Прежние друзья отошли или умерли; Марион скончался в 1900, и в том же году Валабрег; на следующий год умер от эмболии Поль Алексис. Из старых друзей подле Сезанна живет один лишь Солари, с которым он иногда часами спорит до самого рассвета, «пичкая его теориями живописи». Близится время, когда и Сезанн вернет земле свое бренное тело. Но жизнь возрождается. Жизнь непрерывно возрождается.

В течение лета закончена постройка мастерской на Дороге Лов. Архитектор, желая угодить Сезанну, счел нужным добавить украшения – терракотовые лепные орнаменты, деревянные балкончики. Сезанн возмущен и велит как можно быстрее убрать эту аляповатую дешевку. Он постепенно устраивается в новой мастерской, переносит туда мольберт, кое-какую мебель; для ухода за садом нанят садовник Валье, который при случае послужит Сезанну моделью. Если бог продлит его дни, художник закончит в мастерской «Купальщиц»; под зелеными сводами листвы Сезанн поместил целую толпу нагих женщин; чтобы иметь возможность рассматривать огромное полотно на открытом воздухе, художник велел проделать в стене мастерской боковое отверстие: теперь он будет спускать свою картину в сад.

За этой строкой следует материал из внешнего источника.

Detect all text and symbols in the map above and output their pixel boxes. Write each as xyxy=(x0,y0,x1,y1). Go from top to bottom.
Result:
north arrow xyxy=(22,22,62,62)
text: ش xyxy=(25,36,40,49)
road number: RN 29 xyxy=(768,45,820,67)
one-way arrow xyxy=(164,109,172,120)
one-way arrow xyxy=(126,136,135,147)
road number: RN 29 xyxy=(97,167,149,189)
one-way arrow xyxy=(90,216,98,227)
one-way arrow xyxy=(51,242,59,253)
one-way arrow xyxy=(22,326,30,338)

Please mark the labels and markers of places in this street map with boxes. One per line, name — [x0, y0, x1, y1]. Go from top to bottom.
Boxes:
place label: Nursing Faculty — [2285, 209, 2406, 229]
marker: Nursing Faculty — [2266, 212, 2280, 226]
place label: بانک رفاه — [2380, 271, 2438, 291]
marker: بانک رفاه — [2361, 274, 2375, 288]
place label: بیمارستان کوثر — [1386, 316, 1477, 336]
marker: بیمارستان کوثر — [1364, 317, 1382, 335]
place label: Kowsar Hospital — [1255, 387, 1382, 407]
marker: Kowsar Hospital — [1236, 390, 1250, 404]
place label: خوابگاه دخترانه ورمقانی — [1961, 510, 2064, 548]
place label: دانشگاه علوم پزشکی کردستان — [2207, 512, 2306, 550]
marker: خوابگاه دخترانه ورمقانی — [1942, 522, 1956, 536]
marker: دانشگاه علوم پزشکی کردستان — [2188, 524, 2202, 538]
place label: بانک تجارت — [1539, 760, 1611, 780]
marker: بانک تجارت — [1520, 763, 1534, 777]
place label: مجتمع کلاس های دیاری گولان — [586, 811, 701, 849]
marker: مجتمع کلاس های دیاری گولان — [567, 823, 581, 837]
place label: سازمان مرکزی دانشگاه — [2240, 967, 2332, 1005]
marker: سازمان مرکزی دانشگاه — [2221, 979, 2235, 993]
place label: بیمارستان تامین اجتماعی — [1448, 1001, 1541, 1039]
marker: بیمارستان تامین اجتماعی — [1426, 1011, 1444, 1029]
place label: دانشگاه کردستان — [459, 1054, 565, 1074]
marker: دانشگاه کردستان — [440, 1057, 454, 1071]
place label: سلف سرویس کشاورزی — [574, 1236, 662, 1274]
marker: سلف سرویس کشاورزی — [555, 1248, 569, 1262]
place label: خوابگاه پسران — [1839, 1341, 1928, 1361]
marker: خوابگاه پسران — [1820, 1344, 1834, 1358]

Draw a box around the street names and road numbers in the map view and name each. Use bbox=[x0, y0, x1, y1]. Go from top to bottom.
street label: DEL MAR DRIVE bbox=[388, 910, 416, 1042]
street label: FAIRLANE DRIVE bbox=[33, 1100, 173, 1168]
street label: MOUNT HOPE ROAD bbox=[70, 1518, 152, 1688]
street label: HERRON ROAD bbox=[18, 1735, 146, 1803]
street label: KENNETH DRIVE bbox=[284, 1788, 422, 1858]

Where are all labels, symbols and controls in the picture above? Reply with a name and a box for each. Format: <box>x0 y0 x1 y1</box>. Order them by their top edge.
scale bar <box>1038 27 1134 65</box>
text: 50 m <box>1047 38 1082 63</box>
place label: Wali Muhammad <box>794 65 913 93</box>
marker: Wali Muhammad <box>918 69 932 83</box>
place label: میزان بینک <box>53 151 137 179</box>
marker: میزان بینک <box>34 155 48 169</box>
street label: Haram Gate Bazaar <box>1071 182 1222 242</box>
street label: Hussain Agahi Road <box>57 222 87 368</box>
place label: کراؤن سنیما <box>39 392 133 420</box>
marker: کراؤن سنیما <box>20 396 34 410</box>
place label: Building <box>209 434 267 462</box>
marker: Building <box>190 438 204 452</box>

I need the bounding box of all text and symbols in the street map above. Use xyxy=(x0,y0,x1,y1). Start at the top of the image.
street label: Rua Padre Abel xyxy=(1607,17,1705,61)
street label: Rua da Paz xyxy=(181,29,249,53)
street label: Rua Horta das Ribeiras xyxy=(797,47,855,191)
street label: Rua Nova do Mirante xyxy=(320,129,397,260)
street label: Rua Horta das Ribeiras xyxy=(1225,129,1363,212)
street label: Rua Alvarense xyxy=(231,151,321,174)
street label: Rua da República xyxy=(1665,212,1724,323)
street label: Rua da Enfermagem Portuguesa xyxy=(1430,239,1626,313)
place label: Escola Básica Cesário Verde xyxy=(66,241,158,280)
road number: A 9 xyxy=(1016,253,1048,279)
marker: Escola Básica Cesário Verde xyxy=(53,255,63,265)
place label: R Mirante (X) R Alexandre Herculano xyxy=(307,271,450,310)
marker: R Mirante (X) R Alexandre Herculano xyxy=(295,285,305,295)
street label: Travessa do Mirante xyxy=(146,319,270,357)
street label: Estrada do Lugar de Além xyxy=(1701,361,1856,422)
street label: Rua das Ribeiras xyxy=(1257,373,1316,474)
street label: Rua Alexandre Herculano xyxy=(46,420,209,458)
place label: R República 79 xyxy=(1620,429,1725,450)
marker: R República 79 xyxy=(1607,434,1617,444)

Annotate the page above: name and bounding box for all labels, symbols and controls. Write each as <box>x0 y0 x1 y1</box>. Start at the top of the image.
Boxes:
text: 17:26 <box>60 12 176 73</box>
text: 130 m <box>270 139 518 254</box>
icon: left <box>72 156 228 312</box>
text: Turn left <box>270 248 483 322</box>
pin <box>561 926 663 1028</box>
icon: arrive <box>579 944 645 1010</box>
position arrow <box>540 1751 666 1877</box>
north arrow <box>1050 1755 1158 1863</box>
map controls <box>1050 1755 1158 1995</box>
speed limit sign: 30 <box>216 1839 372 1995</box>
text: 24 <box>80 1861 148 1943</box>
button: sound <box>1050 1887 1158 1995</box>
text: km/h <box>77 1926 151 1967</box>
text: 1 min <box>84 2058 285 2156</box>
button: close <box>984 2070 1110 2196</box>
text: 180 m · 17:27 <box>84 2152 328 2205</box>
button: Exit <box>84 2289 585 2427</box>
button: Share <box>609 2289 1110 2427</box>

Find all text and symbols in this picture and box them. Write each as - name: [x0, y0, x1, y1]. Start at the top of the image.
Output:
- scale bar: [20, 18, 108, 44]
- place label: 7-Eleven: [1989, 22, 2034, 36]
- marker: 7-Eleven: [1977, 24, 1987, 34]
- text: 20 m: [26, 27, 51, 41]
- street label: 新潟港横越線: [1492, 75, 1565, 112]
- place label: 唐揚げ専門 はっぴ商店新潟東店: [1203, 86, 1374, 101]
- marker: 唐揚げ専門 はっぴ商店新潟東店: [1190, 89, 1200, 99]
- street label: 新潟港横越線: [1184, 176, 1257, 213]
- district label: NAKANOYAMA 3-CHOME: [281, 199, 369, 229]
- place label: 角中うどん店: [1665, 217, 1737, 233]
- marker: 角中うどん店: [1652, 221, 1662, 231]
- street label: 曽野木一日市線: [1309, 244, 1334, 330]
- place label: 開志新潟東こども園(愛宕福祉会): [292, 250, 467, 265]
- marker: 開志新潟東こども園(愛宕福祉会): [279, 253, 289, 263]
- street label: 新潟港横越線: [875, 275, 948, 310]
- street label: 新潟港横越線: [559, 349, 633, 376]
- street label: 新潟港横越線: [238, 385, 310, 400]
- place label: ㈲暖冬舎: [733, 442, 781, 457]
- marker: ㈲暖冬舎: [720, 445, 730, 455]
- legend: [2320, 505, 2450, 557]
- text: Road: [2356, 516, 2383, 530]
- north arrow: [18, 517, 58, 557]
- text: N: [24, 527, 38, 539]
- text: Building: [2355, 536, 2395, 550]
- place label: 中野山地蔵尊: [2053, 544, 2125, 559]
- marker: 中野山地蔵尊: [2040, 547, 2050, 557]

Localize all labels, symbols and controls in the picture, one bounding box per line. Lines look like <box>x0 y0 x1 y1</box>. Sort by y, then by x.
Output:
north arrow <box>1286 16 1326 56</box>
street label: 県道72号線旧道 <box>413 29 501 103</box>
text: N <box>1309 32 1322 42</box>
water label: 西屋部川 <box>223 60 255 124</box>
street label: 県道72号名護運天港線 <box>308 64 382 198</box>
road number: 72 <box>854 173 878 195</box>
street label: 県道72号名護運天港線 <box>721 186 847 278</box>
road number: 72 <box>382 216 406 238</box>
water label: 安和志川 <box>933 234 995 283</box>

Слабый, с надорванным здоровьем, Сезанн начинает новую жизнь. Он знает, он чувствует, что вокруг него подымается многоголосый, пока еще смутный шум, имя которому слава. В начале 1902 года Воллар, все более и более предупредительный, посетил Сезанна, а спустя некоторое время даже прислал ему ящик вина. Бернгеймы, крупные торговцы картинами, со своей стороны, купили у молодого Сезанна полотно его отца, чем доставили Воллару немалое беспокойство. Весной Морис Дени умолил Сезанна снова послать свои работы на выставку «Независимых». Камуэн (пробывший в Эксе лишь три месяца) в страстном восхищении работами Сезанна пишет художнику, что отныне в поэме Бодлера «Маяки» не хватает строфы, которая была бы посвящена ему. Время от времени на улице Булегон появляются то молодой художник, то молодой писатель – каждый просит Сезанна уделить ему немного времени. Да, несомненно, это начало славы.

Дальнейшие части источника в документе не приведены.